Having acquired the notes by duress practiced, W. W. Day held them as trustee for appellant, but charged with the $137.50 paid by him to Conditt; and having, while so holding the note, used them and money of his own to acquire the land, said Day held an undivided interest in the land as trustee for appellant. 39 Cyc. 172; Schneider v. Sellers, 98 Tex. 390, 84 S.W. 417; Fidelity Deposit Co. v. Wiseman, 103 Tex. 286, 124 S.W. 621, 126 S.W. 1109; Gillean v. Witherspoon, 121 S.W. 909; Morris v. Vyse, 154 Mich. 253, 117 N.W. 639, 129 Am.St.Rep. 472; Borchert v. Borchert, 132 Wis. 593, 113 N.W. 35. In the Sellers Case Justice Brown quotes the following from 2 Pomeroy's Equity, § 1053, as a correct statement of the rule:

"In general, whenever the legal title to property, real or personal, has been obtained through actual fraud, misrepresentations, concealments, or through undue influence, duress, taking advantage of one's weakness or necessities, or through any other similar means or under any other similar circumstances which render it unconscientious for the holders of the legal title to retain and enjoy the beneficial interest, equity impresses a constructive trust on the property titus acquired, in favor of the one who is truly and equitably entitled to the same."

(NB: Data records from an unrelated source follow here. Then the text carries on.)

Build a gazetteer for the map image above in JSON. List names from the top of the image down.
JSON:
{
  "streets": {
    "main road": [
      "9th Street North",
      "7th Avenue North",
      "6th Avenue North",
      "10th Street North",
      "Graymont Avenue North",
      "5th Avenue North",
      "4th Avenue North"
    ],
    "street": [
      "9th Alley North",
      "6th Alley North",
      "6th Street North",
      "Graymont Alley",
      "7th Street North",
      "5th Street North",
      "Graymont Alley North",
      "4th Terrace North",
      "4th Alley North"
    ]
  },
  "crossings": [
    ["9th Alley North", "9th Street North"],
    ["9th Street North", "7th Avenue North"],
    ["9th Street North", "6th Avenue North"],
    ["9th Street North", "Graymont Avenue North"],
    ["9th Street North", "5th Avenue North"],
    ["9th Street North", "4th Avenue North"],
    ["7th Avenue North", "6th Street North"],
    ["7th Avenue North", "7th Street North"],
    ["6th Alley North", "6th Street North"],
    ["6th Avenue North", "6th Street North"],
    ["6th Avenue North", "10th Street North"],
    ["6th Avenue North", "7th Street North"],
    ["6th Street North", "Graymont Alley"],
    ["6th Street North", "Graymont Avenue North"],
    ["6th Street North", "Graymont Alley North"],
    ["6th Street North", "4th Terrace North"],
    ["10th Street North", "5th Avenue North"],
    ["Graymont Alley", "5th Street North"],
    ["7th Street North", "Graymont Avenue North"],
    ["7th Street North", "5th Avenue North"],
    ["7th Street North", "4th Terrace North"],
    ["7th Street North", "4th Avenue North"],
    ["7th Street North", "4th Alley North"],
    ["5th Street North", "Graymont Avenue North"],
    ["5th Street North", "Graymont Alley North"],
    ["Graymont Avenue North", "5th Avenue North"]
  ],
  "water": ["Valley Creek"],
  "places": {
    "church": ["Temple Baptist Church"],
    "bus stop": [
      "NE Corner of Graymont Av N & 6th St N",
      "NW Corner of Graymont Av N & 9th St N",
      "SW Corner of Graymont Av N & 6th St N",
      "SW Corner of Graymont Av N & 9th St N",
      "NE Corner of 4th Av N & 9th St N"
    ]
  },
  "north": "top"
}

And in the Wiseman Case Chief Justice Gaines said:

"When one has been defrauded of property, as in this case, he may sue for the property itself, or, in case it has been sold to an innocent purchaser, he may recover the proceeds. Whether of the property or of its proceeds, the holder is considered a constructive trustee."

It appeared that Day gave the notes he held as trustee for appellant and $110 in money he owed in his own right to Cook for the land. The principal and accrued interest of the notes at that time amounted to $540.50. This sum, less $137.50 paid by Day to Conditt, who held the notes as security for a debt appellant owed him, represented the undivided interest in the land held by Day as trustee for appellant; and the $137.50 paid by Day to Conditt and $110 paid by him to Cook represented the undivided interest owned by Day in his own right. So, it seems, Day paid $403 of the total of $650.50 he gave Cook for the land with property he held as trustee for appellant, and $247.50 thereof with property he owned in his own right. Hence it appeared that appellant owned an undivided interest of 806/1301 in the land. Therefore the court below erred when he rendered judgment denying appellant relief. The judgment of that court will be reversed, and judgment will be here rendered that appellant do have and recover of appellees an undivided interest of 806/1301 in the land described in appellant's petition.


Summaries of

Mallard v. Day

Court of Civil Appeals of Texas, Texarkana
May 16, 1918
204 S.W. 245 (Tex. Civ. App. 1918)
Case details for

Mallard v. Day

Case Details

Full title:MALLARD v. DAY et al

Court:Court of Civil Appeals of Texas, Texarkana

Date published: May 16, 1918

Citations

204 S.W. 245 (Tex. Civ. App. 1918)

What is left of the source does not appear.